David Tamarkin recently wrote a TimeOut review criticizing Bar Ombra for some issue or other that only he would think matters. As usual, he also revealed in that piece the constraints facing a writer with poor work ethic and mediocre ability. I considered doing a whole post tearing apart his review, but then I remembered that Fuckerberg readers have great taste. As people with great taste, you already know that Tamarkin has little, so I need not bore you with details. Instead, this post will be a review of what you should eat when you go to Bar Ombra, a unique and fun place with delicious food.
At its core, Bar Ombra is a cicchetti bar. You do not want to make a Tamarkin-like mistake and miss what might be the 2 most iconic items in the cicchetti universe: baccala mantecato and sarde in saor. Having prepared these things more than once, I can tell you that as simple as they seem when you eat them, they are not easy to get right. Baccala mantecato is what some people call Italian brandade, but unlike brandade, this Venetian version has no cream or potato to ease the emulsification process. A proper baccala mantecato is made from little more than good cod and good olive oil, whipped together in a highly controlled frenzy to form a smooth emulsification where the taste of the fish and the taste of the oil shine. Bar Ombra gets it right, producing a luscious, uncomplicated and delicious spread that sits atop simple polenta squares or triangles. It’s adorned with, well, nothing.
Bar Ombra’s sarde in saor is not as true to tradition as versions throughout Venice, but I may have liked it even more. Traditionally, this preparation was used to preserve the bounty from Venetian waters; when people couldn’t eat the catch quickly enough to avoid spoilage, they’d preserve it in a vinegar and onion based marinade after giving it a quick fry. At every place I tried this dish in Venice, it was served after several days in that marinade, in various stages of pickling. At Bar Ombra, the fish seemed to have been lightly fried just that day, so while it absorbed plenty of the marinade in whatever time they had to meld, it also retained much of it’s fresh-from-the-sea quality. It was easy to tell that these were terrific, oily sardines, still crisp from frying and balanced wonderfully by a sweet and sour marinade that had raisins and, thankfully, a lesser bounty of onions than most of the Venetian versions.
I enjoyed many more dishes, but three were clear favorites. Arancini neri - risotto balls with crispiness on the outside and creaminess on the inside, had a black-as-night interior color that housed the pure flavor of squid ink. Perfectly hard-boiled eggs with tonnato sauce were great too, and had the kind of tongue-tingling acid, balanced by richness, that you want to whet your palate at the start of a long meal.

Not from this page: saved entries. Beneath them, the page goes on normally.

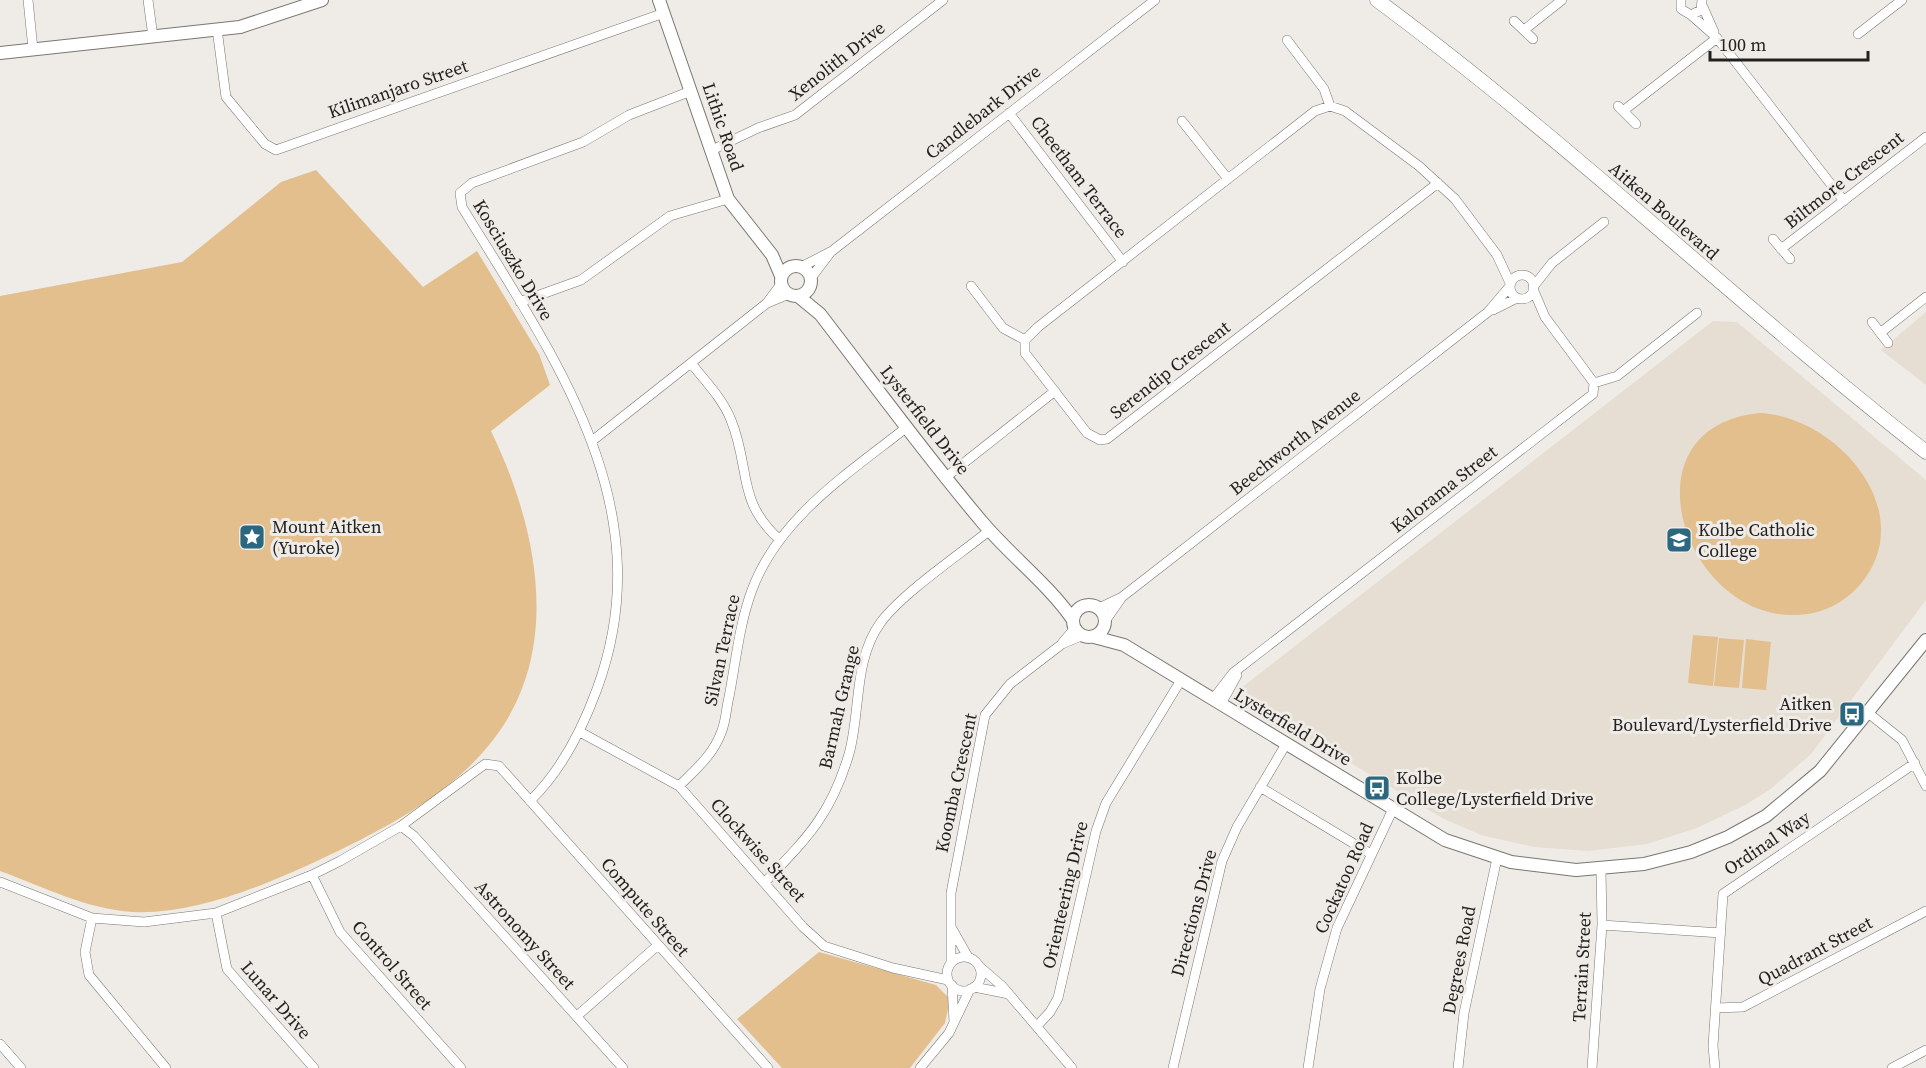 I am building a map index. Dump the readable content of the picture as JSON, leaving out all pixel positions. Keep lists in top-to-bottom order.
{
  "streets": {
    "main road": ["Aitken Boulevard"],
    "street": [
      "Xenolith Drive",
      "Kilimanjaro Street",
      "Candlebark Drive",
      "Lithic Road",
      "Cheetham Terrace",
      "Biltmore Crescent",
      "Kosciuszko Drive",
      "Serendip Crescent",
      "Lysterfield Drive",
      "Beechworth Avenue",
      "Kalorama Street",
      "Silvan Terrace",
      "Barmah Grange",
      "Koomba Crescent",
      "Ordinal Way",
      "Clockwise Street",
      "Cockatoo Road",
      "Orienteering Drive",
      "Compute Street",
      "Directions Drive",
      "Astronomy Street",
      "Quadrant Street",
      "Degrees Road",
      "Control Street",
      "Terrain Street",
      "Lunar Drive"
    ]
  },
  "crossings": [
    ["Xenolith Drive", "Lithic Road"],
    ["Kilimanjaro Street", "Lithic Road"],
    ["Candlebark Drive", "Lithic Road"],
    ["Candlebark Drive", "Cheetham Terrace"],
    ["Candlebark Drive", "Lysterfield Drive"],
    ["Lithic Road", "Kosciuszko Drive"],
    ["Lithic Road", "Lysterfield Drive"],
    ["Kosciuszko Drive", "Clockwise Street"],
    ["Kosciuszko Drive", "Compute Street"],
    ["Lysterfield Drive", "Beechworth Avenue"],
    ["Lysterfield Drive", "Kalorama Street"],
    ["Lysterfield Drive", "Silvan Terrace"],
    ["Lysterfield Drive", "Barmah Grange"],
    ["Lysterfield Drive", "Koomba Crescent"],
    ["Lysterfield Drive", "Cockatoo Road"],
    ["Lysterfield Drive", "Orienteering Drive"],
    ["Lysterfield Drive", "Directions Drive"],
    ["Lysterfield Drive", "Degrees Road"],
    ["Lysterfield Drive", "Terrain Street"],
    ["Beechworth Avenue", "Koomba Crescent"],
    ["Silvan Terrace", "Clockwise Street"],
    ["Barmah Grange", "Clockwise Street"],
    ["Koomba Crescent", "Clockwise Street"],
    ["Ordinal Way", "Quadrant Street"],
    ["Compute Street", "Astronomy Street"]
  ],
  "places": {
    "place": ["Mount Aitken (Yuroke)"],
    "school or university": ["Kolbe Catholic College"],
    "bus stop": ["Aitken Boulevard/Lysterfield Drive", "Kolbe College/Lysterfield Drive"]
  },
  "scale_bar": "100 m"
}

Simple fried smelts with fried, thin slices of lemon were wonderful too, adding Bar Ombra to a growing list of places, including The Purple Pig, that do wonderful versions of Italian-style fish fry. I was less impressed by the calamari neri, which seemed too salty and a little flat – surprising in light of how good the arancini were. The only mild disappointment of the night.

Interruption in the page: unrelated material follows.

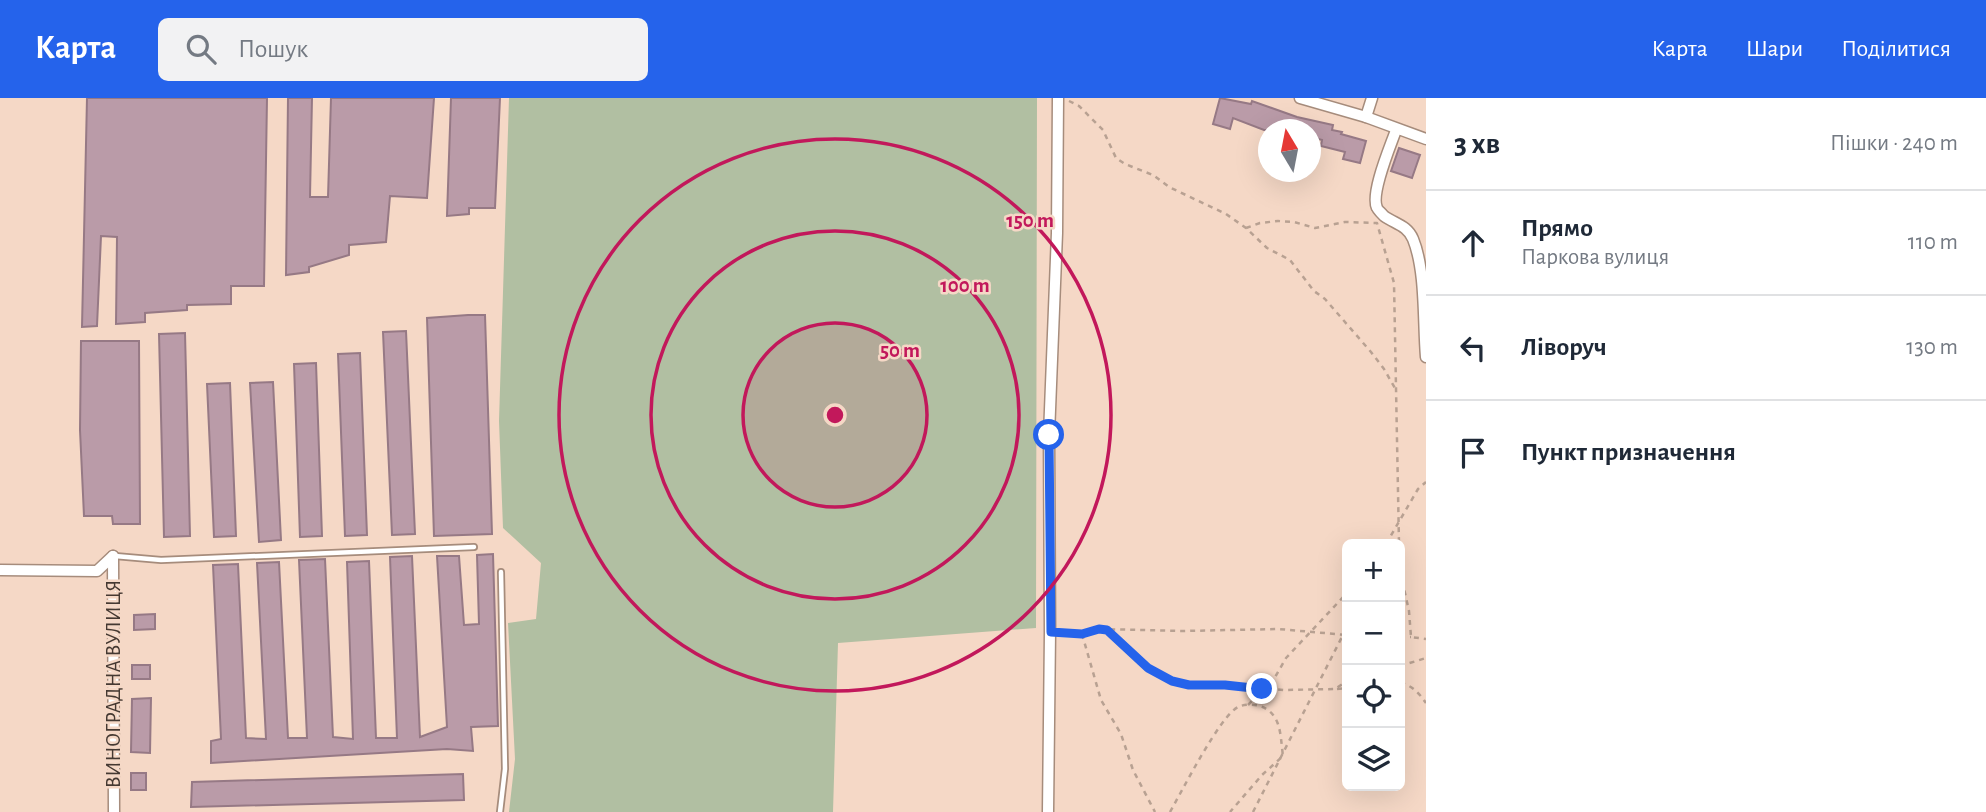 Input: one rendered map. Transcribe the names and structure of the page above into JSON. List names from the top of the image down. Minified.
{"streets":{"street":["ВИНОГРАДНА ВУЛИЦЯ"]},"north":"top","page":{"header":"Карта","search":"Пошук","nav":["Карта","Шари","Поділитися"],"heading":["3 хв","Пішки · 240 m"],"list":[["Прямо","Паркова вулиця","110 m"],["Ліворуч","130 m"],"Пункт призначення"],"map_buttons":["+","−"]},"rings":["150 m","100 m","50 m"]}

Bar Ombra has a massive menu. My ordering strategy was, for the most part, to let the owner – whom I’ve gotten to know through visits to Anteprima over the years– choose our dishes. It’s possible that there are some relative duds somewhere on the menu, but from my seat at the expansive counter, Bar Ombra was one heck of a place that I look forward to frequenting.
Bar Ombra
5310 N. Clark
773-505-8600
I really dug this place, including the Baccala mantecato which was not only great salt cod but was served on top of some pillow soft polenta. Looking forward to going back and trying the sarde in saor.